● About this exercise:
Filter the records for "data" and keep each line that has it.

● Source material:
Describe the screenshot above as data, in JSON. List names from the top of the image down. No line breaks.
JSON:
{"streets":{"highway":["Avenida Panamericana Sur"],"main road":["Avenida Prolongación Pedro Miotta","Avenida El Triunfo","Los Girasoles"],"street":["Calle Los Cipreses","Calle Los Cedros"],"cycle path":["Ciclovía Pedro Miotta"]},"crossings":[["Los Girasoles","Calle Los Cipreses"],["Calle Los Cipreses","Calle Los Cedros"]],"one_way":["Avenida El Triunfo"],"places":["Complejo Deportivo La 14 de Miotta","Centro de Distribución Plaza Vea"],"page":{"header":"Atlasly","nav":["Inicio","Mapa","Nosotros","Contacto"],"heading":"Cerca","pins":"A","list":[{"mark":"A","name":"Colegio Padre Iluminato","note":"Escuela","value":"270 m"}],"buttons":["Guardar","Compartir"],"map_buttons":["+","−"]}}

==

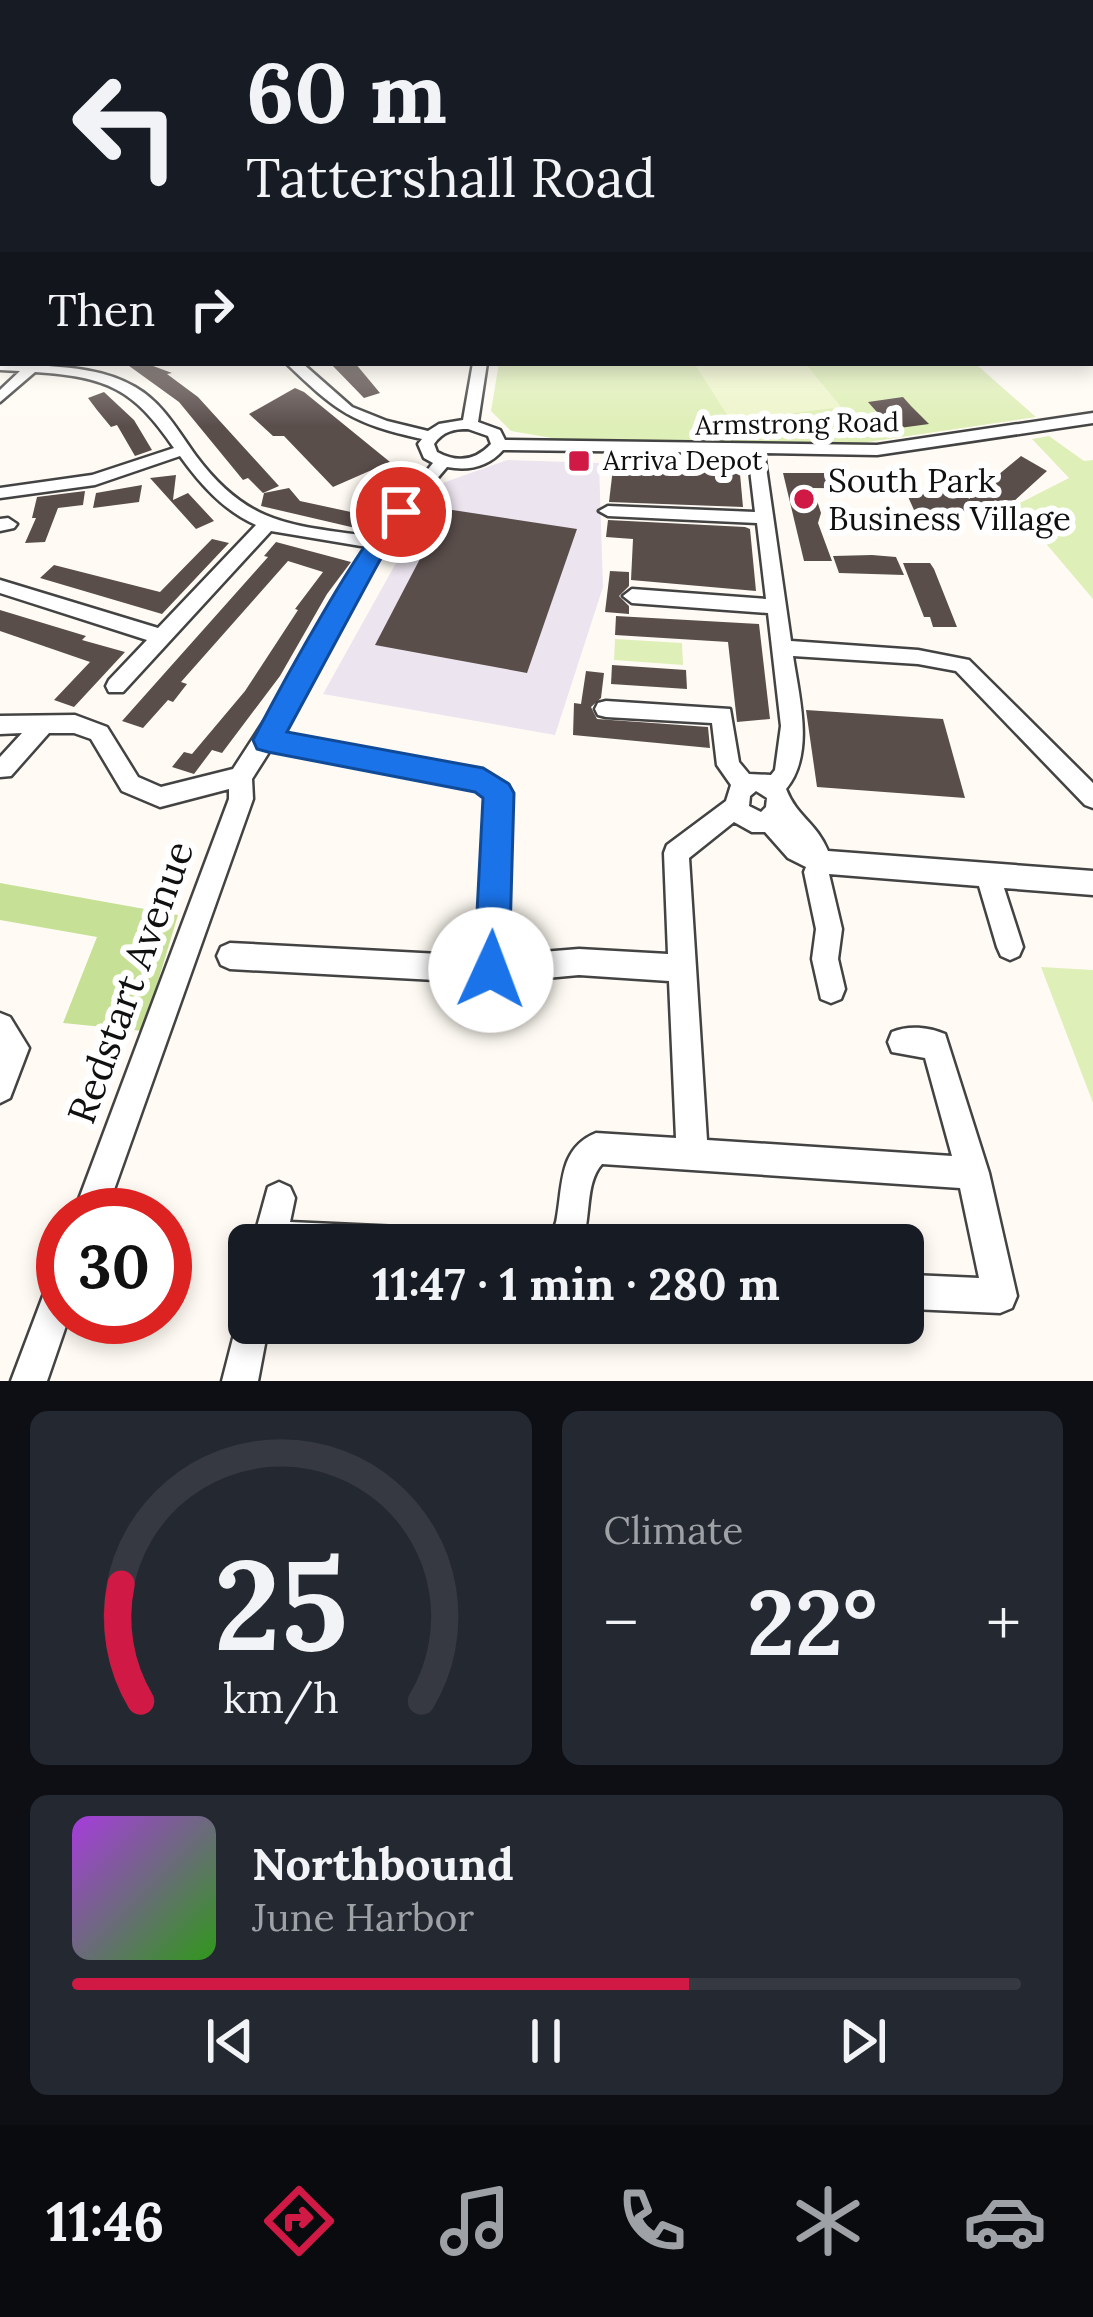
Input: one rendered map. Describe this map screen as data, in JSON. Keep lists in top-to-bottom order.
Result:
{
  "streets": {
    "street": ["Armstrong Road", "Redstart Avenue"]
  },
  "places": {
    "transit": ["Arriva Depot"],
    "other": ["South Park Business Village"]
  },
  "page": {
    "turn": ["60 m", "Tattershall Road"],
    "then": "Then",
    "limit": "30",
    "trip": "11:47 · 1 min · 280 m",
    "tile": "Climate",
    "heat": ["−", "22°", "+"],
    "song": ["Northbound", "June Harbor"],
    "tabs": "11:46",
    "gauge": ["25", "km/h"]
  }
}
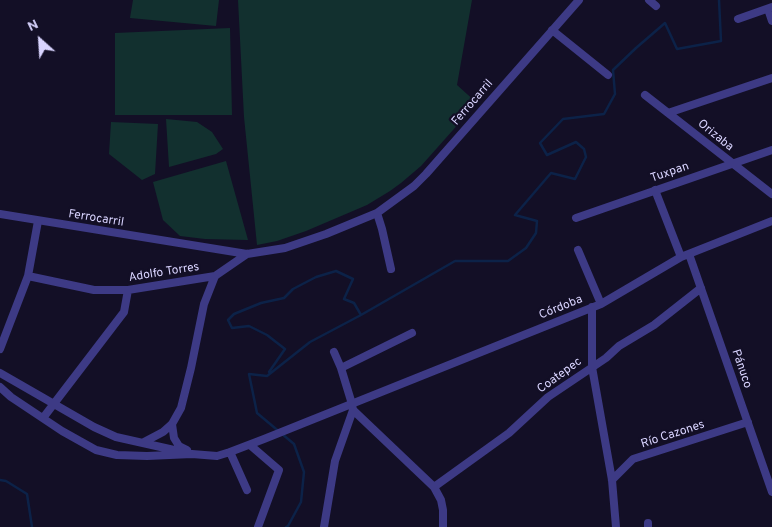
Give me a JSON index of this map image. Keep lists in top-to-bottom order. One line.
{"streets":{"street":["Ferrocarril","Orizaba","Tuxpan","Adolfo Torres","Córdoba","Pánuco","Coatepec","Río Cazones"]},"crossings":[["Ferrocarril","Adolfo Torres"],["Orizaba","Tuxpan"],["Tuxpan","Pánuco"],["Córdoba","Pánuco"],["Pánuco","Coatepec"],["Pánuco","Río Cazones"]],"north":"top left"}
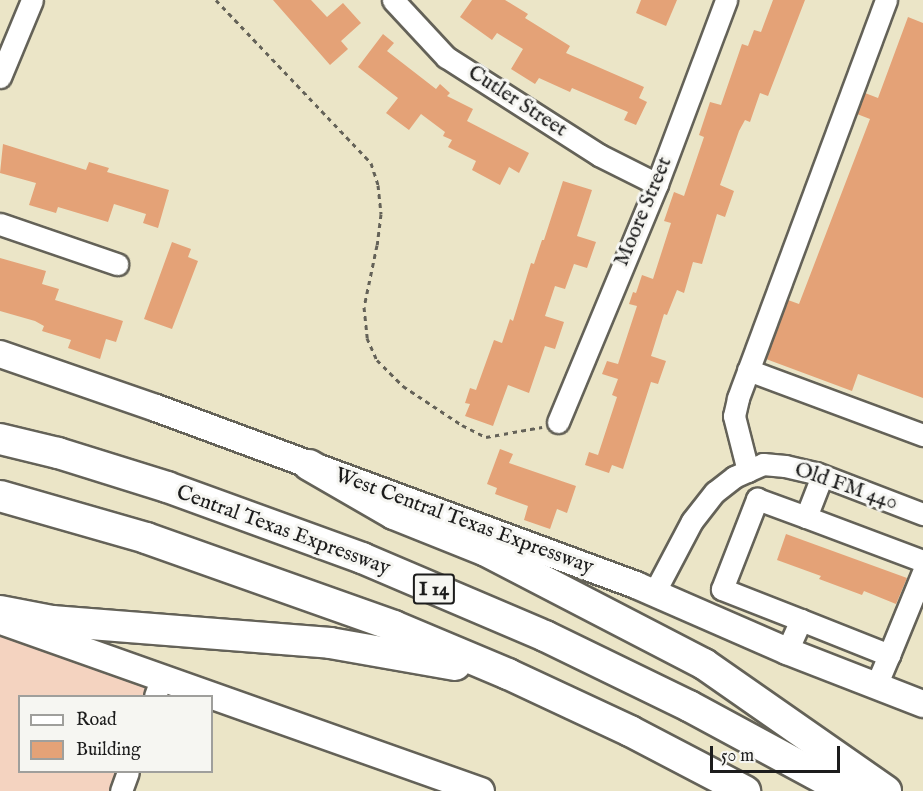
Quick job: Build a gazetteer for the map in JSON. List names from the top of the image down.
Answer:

● Answer box:
Describe the screenshot above as data, in JSON. List names from the top of the image down. No line breaks.
Input: one rendered map. Describe this map screen as data, in JSON. Keep lists in top-to-bottom order.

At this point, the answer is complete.